🎂 Instant Purge: invalidating cached content in under 150ms
Presented by: Alex Krivit, Zaidoon Abd Al Hadi, Tim Kornhammar
Originally aired on September 25, 2024 @ 12:00 PM - 12:30 PM EDT
Welcome to Cloudflare Birthday Week 2024!
2024 marks Cloudflare’s 14th birthday, and each day this week we will we announce new things that further our mission — to help build a better Internet.
Tune in all week for more news, announcements, and thought-provoking discussions!
Read the blog post:
Visit the Birthday Week Hub for every announcement and CFTV episode — check back all week for more!
English
Birthday Week
Transcript (Beta)
Hello, everybody, and welcome to Cloudflare's 14th birthday. My name is Alex Krivit.
I'm a product manager here at Cloudflare.
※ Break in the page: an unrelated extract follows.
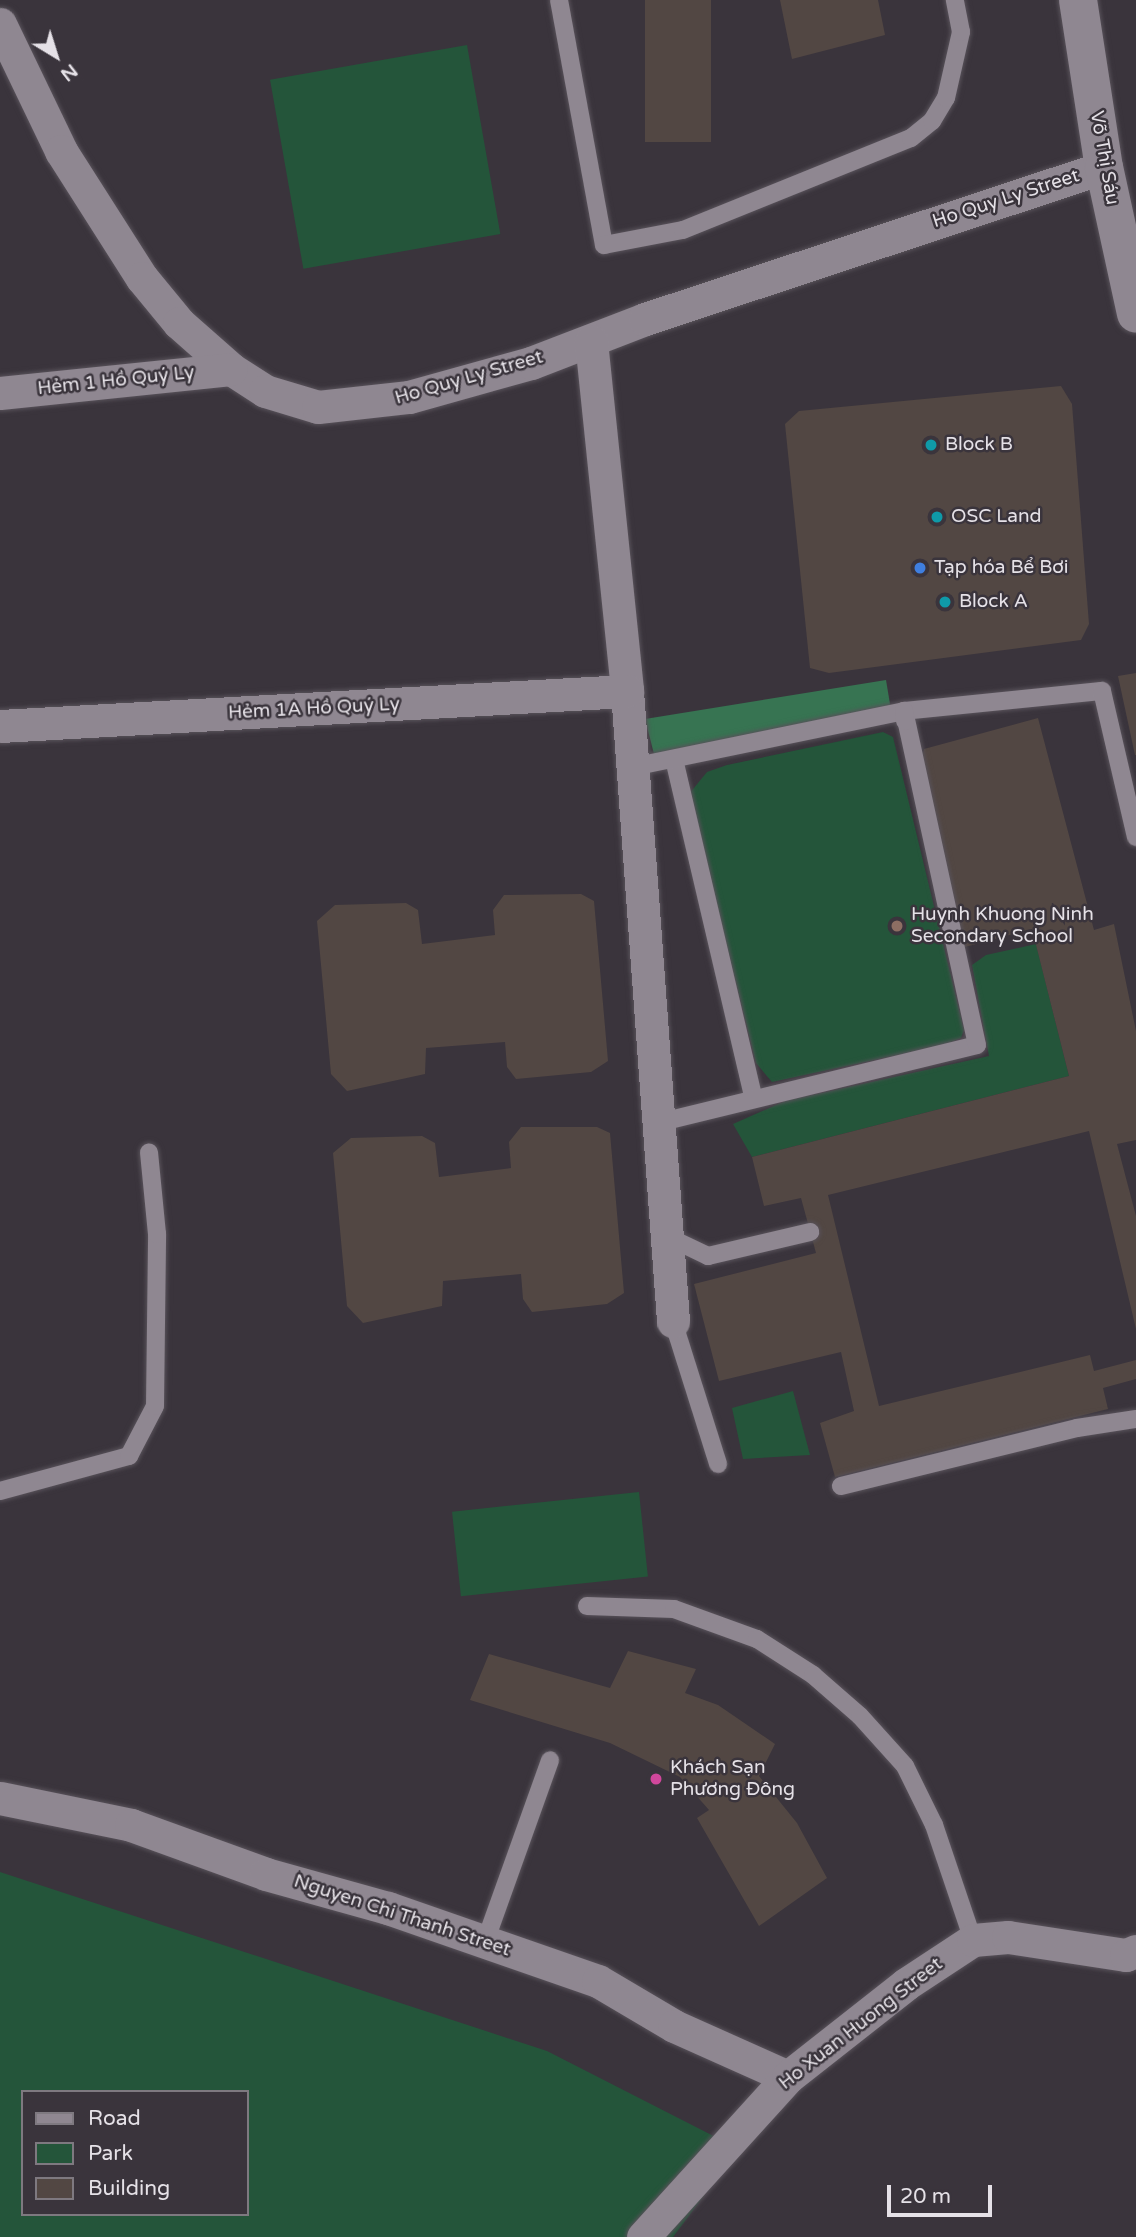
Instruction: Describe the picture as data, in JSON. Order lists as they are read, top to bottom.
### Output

I'm joined today by Tim and Zaidoon from the Cache team.
Tim is a product manager and Zaidoon works on the engineering team.
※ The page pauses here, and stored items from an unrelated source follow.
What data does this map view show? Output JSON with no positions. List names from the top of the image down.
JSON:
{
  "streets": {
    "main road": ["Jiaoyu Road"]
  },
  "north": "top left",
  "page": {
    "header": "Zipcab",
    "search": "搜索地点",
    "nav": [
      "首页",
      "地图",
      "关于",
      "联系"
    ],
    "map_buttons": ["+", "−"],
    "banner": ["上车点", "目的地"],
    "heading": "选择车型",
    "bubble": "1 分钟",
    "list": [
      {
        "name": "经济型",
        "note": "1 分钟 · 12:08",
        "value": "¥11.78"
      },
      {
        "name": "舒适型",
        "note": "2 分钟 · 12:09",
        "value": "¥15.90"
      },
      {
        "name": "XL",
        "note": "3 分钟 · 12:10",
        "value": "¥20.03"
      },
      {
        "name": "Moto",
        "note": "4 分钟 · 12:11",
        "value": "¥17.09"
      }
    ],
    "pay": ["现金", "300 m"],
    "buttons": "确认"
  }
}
And today, we're really, really excited to talk to you about some performance improvements that we built into our new Purge pipeline.
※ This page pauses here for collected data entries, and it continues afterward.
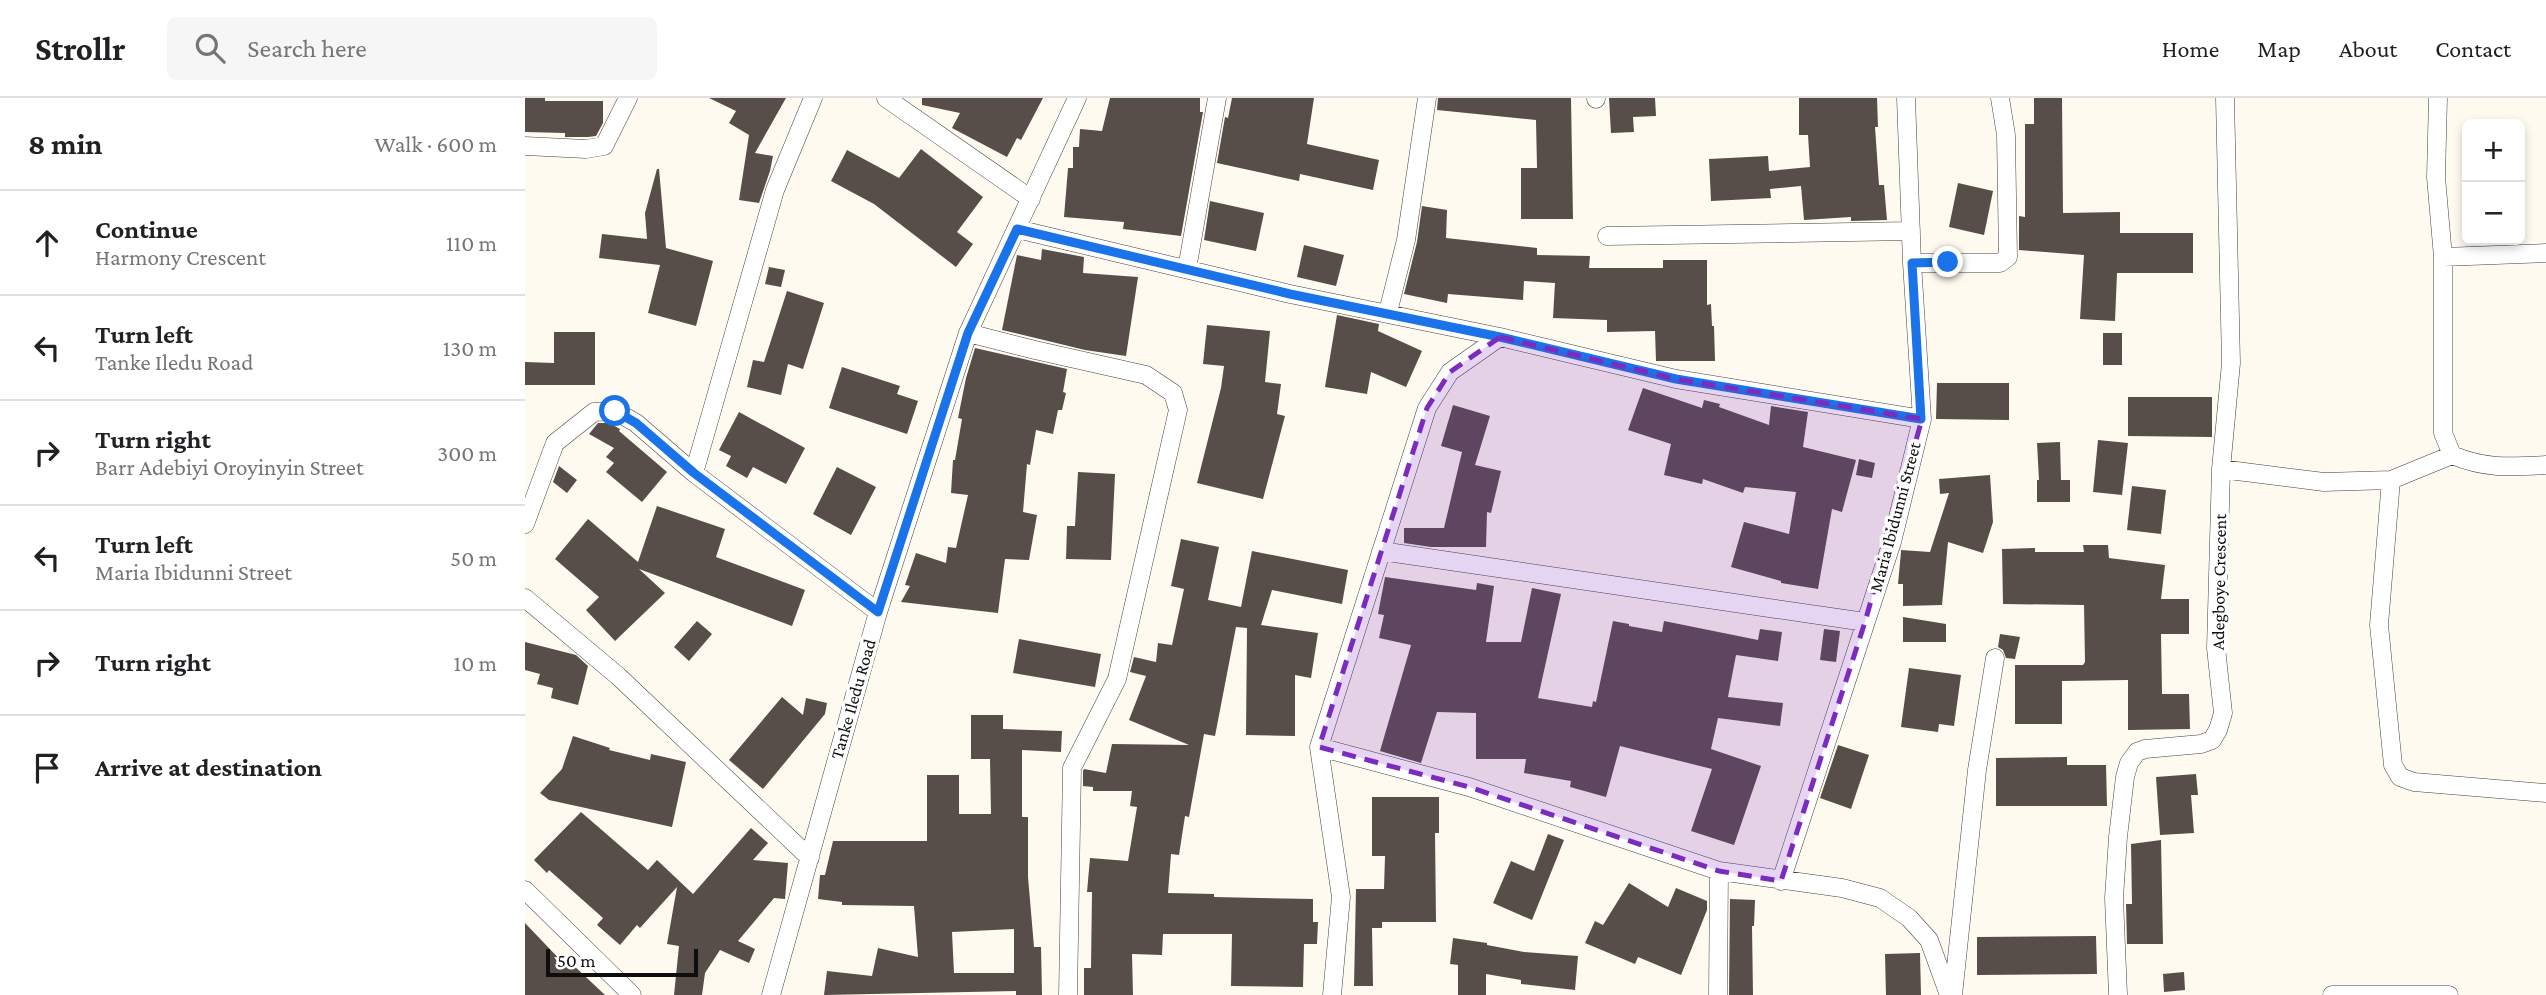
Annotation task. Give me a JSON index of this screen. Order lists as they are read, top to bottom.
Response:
{
  "streets": {
    "street": ["Maria Ibidunni Street", "Adegboye Crescent", "Tanke Iledu Road"]
  },
  "scale_bar": "50 m",
  "page": {
    "header": "Strollr",
    "search": "Search here",
    "nav": [
      "Home",
      "Map",
      "About",
      "Contact"
    ],
    "heading": ["8 min", "Walk · 600 m"],
    "map_buttons": ["+", "−"],
    "list": [
      ["Continue", "Harmony Crescent", "110 m"],
      ["Turn left", "Tanke Iledu Road", "130 m"],
      ["Turn right", "Barr Adebiyi Oroyinyin Street", "300 m"],
      ["Turn left", "Maria Ibidunni Street", "50 m"],
      ["Turn right", "10 m"],
      "Arrive at destination"
    ],
    "scale": "50 m"
  }
}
Before we get into that, and before we get into the announcement, I'd like to take a few steps back and just sort of maybe start at the very beginning here.
Maybe, Tim, what sorts of things happen when customers cache content?
Yeah, a very good question, and an important part of CDN, where customers leverage us for scale and bandwidth control so that they can have high availability.
What really happens is that we get a content that we store for a certain amount of time, and the customers told us, store this for a minute.
We will store it for a minute and then ask again for an update after that minute has passed.
So, it's very reactive in that sense, but it could save millions of requests going back to your origin or web service by posting it on our services instead of our customers.
So, sort of getting that, we temporarily store a piece of content closer to visitors.
How does that help Internet traffic, Zeydoun?
So, the key things that customers are looking for is speed.
So, by storing or caching the content in our giant network, we're able to cache this network closer to what we call the eyeballs or the clients.
So, that's people on their browsers, Google Chrome, phones, things like that.
So, the customers of our customers are happy as they're able to get their content faster and pages just load magically in a blink of an eye.
And customers are happy because they're getting their content out very quickly.
And also, we're removing a ton of load on the origin servers.
So, from their perspective, they're also saving lots of money on bandwidth costs.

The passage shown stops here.